Nossos Sábios ensinam que D’us geralmente deposita bênçãos sobre uma pessoa na medida em que essa pessoa seja um digno receptáculo das mesmas. Se a pessoa não o é, pode “perder” uma bênção que lhe estava destinada, simplesmente porque deixou de se alinhar com aquela bênção ao não se tornar digno da mesma. Isso pode ser comparado a um agricultor que estava destinado a ter um ano próspero em suas terras, mas que deixou de semeá-las e, portanto, não colheu nada. Assim, os problemas ou carências de uma pessoa podem refletir um estado espiritual inadequado, e não necessariamente o plano Divino para ela. Da mesma forma, quando a pessoa muda sua realidade espiritual, ela pode mudar as circunstâncias de sua vida. Essa mudança não ocorre porque ela mudou a ideia de D’us, mas porque, ao elevar seu estado espiritual, ela se tornou digna do bem que D’us lhe havia reservado, a priori.

Uma das maneiras mais potentes e eficazes de se elevar o estado de espírito é por meio da oração. De fato, esse é um dos principais propósitos da oração. Quando a pessoa reza, especialmente quando o faz com intensidade e sinceridade, está intensificando sua fé e confiança em D’us, pois, ao orar, está reconhecendo a Infinita capacidade Divina, nossa dependência d’Ele e Seu controle sobre tudo. O ato de orar aumenta a conscientização que essa pessoa tem de D’us e de Sua Providência, tornando-a, assim, digna da bondade que D’us lhe quer dedicar.

A oração também deve levar a pessoa a se curvar perante D’us. A humildade e o sentimento de que estamos totalmente dependentes de D’us nos leva mais perto d’Ele – tornando aquele que ora mais apto a receber as bênçãos Divinas. Isso explica melhor o porquê de D’us “desejar” as orações dos justos: um justo pode ser digno de uma bênção, de qualquer modo, mas, ainda assim, D’us deseja elevá-lo, ainda mais, motivando-o a orar e, assim, crescer espiritualmente. A oração tem a capacidade de levar a pessoa aos mais altos níveis de perfeição espiritual.

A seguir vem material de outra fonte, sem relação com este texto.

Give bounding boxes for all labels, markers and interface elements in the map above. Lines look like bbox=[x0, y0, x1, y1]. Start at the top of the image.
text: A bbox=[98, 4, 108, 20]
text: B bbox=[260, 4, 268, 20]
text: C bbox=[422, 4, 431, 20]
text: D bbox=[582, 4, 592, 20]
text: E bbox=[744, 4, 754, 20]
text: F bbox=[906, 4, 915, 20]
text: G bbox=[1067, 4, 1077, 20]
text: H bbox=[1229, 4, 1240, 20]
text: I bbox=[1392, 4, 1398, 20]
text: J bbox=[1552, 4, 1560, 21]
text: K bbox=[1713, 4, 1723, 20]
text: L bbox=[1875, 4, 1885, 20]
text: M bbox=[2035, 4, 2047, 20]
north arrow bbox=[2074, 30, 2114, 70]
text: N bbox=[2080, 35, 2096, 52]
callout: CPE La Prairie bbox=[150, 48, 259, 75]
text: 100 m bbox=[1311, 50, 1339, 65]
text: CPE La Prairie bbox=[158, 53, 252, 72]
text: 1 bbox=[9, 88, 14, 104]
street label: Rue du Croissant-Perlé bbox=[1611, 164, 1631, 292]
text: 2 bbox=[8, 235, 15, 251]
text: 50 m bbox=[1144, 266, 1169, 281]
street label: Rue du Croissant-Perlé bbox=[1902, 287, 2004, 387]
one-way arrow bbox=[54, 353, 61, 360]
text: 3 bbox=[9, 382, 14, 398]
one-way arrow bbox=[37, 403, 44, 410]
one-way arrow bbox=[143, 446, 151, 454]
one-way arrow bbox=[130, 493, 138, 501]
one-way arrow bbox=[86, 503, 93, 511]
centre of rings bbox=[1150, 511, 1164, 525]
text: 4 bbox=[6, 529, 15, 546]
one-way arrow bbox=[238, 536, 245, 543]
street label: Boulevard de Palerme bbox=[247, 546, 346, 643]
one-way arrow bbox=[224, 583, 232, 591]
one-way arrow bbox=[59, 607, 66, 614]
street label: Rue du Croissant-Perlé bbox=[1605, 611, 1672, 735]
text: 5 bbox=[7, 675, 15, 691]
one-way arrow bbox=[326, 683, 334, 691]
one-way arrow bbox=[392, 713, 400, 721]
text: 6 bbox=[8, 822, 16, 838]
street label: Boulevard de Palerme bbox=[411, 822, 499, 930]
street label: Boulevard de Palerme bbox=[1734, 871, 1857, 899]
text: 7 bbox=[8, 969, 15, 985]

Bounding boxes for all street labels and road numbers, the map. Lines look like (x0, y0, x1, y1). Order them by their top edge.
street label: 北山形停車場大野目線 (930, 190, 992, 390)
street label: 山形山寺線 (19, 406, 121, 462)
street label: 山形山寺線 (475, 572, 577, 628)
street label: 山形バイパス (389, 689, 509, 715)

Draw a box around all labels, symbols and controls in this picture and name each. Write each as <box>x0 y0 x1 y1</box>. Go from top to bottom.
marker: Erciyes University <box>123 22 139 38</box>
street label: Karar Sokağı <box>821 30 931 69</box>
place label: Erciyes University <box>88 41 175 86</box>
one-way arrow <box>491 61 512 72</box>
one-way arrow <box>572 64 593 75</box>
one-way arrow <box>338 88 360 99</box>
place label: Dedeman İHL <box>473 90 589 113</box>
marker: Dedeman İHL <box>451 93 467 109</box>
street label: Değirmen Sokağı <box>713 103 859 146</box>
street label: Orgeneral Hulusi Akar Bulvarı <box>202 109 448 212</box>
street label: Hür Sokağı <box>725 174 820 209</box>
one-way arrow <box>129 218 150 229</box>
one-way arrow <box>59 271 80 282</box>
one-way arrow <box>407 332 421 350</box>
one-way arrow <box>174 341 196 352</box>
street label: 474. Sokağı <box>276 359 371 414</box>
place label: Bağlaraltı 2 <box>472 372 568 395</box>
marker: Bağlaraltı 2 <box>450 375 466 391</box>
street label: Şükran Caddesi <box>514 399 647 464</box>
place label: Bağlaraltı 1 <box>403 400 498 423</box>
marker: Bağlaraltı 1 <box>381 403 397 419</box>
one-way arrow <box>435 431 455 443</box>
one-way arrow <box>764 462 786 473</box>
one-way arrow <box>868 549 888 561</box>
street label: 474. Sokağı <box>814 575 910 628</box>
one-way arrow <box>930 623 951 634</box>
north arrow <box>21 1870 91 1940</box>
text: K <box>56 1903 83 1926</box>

Isso também explica por que devemos orar ainda que D’us conheça nossos desejos e pedidos mais do que nós mesmos. Na oração, devemos nos concentrar e nos entregar por completo, chegando, assim, muito mais perto de D’us, pois voltamos toda a nossa atenção a Ele, conectando-nos com Ele ao expressar nossas necessidades. Isso nos torna merecedores da benesse que D’us reservou para nós. Por essa razão, a oração era a forma como os patriarcas - Avraham, Itzhak e Yaacov – bem como todos os grandes homens e mulheres de Israel se ligavam a D’us. De fato, vemos na Torá que Moshé, o maior dos profetas, regularmente orava a D’us.

É importante observarmos que a oração tem o poder de efetuar uma mudança porque ela revela a dedicação da pessoa a D’us também de outras maneiras. Por exemplo, quando alguém se empenha em ir à sinagoga e se une aos demais, ela está santificando o Nome de D’us de forma pública e disseminando sua fé em D’us.

Assim sendo, a oração não é uma questão de “informar” D’us acerca de nossas solicitações. É uma forma muitíssimo poderosa de dedicação, de crescimento espiritual e de união com D’us. Isso é o que a torna uma das funções mais fundamentais do homem na vida, e um meio dos mais poderosos de se alcançar um favorecimento Divino.

Como o propósito da oração é rogar a D’us que introduza mudanças no mundo físico, a oração serve para aperfeiçoar Seu relacionamento com o mundo e, assim, unificar os planos espiritual e material. Esse é o significado do ensinamento cabalístico de que a oração deve se elevar e penetrar todos os mundos espirituais, de modo a fazer com que a bondade Divina flua para baixo, unificando-os e nutrindo-os. Por essa razão, a oração é tão importante perante D’us. O Talmud Bavli ensina que a oração é uma daquelas coisas que se colocam nos reinos espirituais mais elevados, no entanto muitas pessoas a consideram de forma leviana. Se elas soubessem quão poderosa pode ser a oração, certamente orariam com mais frequência e muito mais concentração.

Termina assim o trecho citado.